The causes of accelerated atherosclerosis in end-stage renal disease (ESRD) patients are unknown, although recent studies have suggested that Chlamydia pneumoniae (Cp) infection and inflammation might be contributing factors. We aimed to evaluate the association of carotid atherosclerosis progression with Cp infection and inflammation in patients undergoing peritoneal dialysis (PD).
This is a prospective observational study. A total of 52 non-diabetic prevalent PD patients were included. The intima-media thickness of a common carotid artery (CCA-IMT) was measured at baseline and after 36 months by B-mode ultrasonography. Serum antibodies to Cp and inflammatory markers were obtained at the time of initial measurement of the CCA-IMT.

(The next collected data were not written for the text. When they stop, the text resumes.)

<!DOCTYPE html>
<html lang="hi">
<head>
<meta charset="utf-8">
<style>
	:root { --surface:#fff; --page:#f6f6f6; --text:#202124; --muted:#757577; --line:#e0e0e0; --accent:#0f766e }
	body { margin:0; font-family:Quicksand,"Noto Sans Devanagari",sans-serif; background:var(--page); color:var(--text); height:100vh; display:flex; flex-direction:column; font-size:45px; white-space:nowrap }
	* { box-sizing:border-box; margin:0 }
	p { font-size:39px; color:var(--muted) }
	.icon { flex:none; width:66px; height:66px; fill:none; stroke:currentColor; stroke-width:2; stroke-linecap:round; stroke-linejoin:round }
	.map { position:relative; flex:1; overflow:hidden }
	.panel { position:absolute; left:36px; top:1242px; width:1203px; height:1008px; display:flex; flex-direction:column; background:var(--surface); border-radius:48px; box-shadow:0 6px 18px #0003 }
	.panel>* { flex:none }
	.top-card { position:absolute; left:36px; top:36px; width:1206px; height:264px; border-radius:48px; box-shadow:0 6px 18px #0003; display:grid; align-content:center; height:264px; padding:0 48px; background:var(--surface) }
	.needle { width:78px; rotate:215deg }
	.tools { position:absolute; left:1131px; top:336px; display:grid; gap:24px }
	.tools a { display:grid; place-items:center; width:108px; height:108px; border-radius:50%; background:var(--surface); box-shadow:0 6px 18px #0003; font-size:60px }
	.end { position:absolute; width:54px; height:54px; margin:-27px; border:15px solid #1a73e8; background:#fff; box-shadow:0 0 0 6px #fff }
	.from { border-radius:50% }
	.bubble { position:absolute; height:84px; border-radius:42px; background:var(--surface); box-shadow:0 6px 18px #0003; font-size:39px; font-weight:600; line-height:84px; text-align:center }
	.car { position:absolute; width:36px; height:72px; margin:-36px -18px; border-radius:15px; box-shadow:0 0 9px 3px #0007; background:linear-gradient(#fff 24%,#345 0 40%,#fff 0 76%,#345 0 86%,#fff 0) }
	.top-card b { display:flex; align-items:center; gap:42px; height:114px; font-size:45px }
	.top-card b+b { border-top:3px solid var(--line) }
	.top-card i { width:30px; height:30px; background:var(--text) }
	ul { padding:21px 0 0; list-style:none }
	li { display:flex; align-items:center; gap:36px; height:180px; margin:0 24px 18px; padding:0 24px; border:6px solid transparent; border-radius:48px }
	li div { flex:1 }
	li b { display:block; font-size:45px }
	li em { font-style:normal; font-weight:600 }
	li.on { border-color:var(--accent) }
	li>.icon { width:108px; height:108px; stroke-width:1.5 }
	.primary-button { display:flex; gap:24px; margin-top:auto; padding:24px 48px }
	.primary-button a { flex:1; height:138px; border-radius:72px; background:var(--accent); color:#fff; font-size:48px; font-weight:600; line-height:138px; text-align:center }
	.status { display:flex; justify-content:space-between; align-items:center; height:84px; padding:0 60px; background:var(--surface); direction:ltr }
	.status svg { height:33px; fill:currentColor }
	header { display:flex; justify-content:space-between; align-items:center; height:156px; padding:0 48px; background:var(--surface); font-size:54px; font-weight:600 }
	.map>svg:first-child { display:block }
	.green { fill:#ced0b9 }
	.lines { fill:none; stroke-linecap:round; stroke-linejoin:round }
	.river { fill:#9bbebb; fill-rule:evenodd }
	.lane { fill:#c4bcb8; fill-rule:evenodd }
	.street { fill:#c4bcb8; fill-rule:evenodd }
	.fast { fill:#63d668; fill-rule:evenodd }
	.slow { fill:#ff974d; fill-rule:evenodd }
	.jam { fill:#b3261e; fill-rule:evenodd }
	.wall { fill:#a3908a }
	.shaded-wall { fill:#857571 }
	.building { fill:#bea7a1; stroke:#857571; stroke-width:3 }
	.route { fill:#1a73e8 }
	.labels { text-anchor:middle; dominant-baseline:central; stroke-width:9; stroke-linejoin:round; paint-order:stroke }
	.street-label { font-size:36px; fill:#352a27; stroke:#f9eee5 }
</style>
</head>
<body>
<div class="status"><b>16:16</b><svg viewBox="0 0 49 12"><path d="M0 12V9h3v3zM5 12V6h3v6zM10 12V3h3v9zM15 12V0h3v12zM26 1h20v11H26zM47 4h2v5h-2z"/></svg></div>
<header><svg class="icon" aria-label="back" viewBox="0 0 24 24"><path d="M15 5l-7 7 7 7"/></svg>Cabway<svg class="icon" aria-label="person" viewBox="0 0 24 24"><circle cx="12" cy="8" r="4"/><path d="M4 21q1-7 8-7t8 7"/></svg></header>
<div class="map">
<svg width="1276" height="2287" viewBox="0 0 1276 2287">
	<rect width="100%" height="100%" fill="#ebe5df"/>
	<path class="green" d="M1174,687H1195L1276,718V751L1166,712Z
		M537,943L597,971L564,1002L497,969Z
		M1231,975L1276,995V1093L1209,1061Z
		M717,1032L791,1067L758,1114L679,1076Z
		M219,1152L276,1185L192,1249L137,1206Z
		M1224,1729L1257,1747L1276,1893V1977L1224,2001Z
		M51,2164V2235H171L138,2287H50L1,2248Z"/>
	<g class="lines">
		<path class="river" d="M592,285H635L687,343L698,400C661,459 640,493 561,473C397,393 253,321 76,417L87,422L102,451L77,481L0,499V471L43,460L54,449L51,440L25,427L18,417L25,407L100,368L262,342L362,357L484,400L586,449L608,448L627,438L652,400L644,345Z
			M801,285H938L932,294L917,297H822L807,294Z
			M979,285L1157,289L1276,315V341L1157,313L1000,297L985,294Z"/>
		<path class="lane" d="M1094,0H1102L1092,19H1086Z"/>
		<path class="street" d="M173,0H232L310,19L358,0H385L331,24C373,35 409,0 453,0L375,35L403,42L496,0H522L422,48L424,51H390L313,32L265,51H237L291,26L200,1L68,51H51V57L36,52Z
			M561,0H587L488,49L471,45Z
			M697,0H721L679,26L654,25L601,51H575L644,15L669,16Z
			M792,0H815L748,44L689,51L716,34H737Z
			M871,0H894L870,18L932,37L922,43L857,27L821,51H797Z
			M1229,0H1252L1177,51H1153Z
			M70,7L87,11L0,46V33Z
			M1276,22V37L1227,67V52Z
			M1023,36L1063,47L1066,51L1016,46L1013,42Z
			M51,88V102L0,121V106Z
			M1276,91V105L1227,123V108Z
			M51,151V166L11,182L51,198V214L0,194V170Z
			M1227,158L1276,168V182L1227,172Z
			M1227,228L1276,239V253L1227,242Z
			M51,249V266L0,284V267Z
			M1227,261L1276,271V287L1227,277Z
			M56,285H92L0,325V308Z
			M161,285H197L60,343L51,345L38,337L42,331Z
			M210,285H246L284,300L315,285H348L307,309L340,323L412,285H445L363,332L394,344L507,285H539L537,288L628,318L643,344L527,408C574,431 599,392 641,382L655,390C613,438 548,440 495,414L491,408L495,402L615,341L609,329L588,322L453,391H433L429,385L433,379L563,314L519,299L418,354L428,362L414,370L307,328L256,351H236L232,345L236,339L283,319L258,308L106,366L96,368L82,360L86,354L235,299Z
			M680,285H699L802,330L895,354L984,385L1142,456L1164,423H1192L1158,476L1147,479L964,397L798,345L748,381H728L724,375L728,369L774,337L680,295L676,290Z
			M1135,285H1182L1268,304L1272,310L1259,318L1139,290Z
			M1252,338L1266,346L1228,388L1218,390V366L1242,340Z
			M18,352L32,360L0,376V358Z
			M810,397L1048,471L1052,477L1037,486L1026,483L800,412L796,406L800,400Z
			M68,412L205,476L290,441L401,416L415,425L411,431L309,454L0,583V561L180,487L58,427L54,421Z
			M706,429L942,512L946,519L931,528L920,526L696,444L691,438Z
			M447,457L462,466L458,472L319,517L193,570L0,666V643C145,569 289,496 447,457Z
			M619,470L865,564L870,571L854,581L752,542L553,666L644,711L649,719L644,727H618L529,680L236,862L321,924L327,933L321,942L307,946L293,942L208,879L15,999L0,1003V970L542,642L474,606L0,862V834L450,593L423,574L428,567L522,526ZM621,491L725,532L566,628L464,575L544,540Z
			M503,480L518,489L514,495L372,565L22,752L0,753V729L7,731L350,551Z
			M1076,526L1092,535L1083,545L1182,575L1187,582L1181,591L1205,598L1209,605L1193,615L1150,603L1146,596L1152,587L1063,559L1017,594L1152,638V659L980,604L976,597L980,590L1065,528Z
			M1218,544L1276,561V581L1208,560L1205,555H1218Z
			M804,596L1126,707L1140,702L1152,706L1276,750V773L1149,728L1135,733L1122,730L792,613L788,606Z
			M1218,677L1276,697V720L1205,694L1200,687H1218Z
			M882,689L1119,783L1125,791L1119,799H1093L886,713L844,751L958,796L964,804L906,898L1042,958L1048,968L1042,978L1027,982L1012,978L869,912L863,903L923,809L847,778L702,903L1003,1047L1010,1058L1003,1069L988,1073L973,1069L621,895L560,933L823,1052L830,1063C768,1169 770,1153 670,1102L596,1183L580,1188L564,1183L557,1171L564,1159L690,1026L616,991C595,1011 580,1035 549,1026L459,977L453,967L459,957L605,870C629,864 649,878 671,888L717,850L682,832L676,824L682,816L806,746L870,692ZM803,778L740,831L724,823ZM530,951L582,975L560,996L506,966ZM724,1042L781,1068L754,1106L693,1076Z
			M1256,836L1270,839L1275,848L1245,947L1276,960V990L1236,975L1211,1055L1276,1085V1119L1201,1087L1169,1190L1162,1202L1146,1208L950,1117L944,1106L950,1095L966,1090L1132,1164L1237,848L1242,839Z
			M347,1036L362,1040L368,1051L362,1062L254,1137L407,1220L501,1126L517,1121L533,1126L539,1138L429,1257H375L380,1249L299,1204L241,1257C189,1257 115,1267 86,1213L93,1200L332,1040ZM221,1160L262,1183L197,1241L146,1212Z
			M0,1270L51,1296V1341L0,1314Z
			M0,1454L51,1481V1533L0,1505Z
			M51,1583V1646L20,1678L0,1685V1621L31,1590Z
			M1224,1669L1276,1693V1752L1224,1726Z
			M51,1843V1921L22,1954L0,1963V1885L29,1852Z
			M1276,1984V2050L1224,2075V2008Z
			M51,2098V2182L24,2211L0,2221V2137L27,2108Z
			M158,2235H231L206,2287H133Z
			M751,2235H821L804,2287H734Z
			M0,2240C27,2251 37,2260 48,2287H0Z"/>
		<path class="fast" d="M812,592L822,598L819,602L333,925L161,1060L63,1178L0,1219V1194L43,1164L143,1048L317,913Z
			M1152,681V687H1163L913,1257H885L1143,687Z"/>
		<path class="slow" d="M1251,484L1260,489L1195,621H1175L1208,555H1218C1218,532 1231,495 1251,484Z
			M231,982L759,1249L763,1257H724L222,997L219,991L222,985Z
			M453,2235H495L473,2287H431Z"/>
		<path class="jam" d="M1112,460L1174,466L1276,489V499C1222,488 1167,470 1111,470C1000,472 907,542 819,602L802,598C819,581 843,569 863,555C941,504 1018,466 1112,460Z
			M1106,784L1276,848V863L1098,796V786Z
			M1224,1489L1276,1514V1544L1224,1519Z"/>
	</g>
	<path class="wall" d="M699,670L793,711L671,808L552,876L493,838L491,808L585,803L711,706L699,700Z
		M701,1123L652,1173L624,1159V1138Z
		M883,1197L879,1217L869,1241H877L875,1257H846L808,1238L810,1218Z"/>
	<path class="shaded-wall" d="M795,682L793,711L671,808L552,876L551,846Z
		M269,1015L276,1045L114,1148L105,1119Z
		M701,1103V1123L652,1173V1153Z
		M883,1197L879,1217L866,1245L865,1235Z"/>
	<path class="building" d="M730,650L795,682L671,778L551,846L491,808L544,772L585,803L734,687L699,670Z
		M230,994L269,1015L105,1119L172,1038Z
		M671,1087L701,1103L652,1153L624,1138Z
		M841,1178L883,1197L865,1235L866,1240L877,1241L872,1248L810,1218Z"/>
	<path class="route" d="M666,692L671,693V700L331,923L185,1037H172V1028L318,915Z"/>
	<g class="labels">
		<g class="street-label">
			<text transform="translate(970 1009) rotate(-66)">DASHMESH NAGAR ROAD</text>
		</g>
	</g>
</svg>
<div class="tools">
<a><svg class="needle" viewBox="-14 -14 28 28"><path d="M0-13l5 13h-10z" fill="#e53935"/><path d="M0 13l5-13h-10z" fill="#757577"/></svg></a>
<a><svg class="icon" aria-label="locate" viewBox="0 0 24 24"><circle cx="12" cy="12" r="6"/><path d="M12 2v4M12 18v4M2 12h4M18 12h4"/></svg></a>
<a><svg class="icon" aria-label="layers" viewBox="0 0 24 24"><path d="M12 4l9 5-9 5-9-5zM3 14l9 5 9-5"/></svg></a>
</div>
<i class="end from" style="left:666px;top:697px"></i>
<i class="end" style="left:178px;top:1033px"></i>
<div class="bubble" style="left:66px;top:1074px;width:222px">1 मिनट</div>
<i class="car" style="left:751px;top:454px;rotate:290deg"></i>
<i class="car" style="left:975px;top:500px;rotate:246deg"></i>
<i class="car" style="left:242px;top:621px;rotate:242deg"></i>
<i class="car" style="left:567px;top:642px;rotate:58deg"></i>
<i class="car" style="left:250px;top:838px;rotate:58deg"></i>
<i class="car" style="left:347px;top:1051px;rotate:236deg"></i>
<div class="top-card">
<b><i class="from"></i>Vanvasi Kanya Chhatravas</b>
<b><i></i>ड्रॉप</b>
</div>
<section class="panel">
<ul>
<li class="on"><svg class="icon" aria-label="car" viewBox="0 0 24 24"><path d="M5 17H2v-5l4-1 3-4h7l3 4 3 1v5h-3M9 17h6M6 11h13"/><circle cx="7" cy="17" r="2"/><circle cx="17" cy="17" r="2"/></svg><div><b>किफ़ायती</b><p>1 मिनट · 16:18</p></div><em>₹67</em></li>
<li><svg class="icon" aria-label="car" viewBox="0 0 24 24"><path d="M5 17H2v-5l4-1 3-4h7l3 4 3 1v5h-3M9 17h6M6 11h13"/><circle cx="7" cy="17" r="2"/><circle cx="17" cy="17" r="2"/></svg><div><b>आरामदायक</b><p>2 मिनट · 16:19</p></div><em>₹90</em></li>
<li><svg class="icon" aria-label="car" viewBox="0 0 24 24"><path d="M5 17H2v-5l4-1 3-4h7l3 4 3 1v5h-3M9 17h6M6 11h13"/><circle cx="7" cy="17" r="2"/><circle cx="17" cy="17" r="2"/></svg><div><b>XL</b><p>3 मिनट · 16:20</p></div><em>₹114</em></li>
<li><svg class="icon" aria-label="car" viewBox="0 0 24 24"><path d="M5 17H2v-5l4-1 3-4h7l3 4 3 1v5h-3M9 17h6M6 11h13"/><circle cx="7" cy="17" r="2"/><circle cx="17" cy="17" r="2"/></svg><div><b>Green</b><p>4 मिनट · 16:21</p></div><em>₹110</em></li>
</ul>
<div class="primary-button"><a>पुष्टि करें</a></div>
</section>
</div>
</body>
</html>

CCA-IMT progressors (deltaCCA-IMT > or = 0.015 mm/year) had a higher prevalence of seropositivity for Cp IgA antibody, a higher level of Cp IgA antibodies indices, log IL-(interleukin-)6, and intercellular adhesion molecule-1 (ICAM-1) compared to the non-progressors (deltaCCA-IMT < 0.015 mm/year). On multivariate analysis, Cp IgA index and log IL-6 were independent risk a factors for CCA-IMT progression. Also, Cp IgA index had independent positive correlation with the magnitude of annual deltaCCA-IMT. Cp IgA antibody seropositive patients showed significantly higher mean annual deltaCCA-IMT than seronegative patients. Moreover, patients with both positive Cp IgA antibodies and elevated IL-6 above the median level showed higher deltaCCA-IMT than those with either factor alone.
Our data showed that Cp and inflammation were significant risk factors of CCA-IMT change in PD patients. This study strengthens evidence that Cp is involved in the pathogenesis of atherosclerosis and also suggests that the effect of Cp infection under high inflammatory status might be a risk factor for progression of atherosclerosis.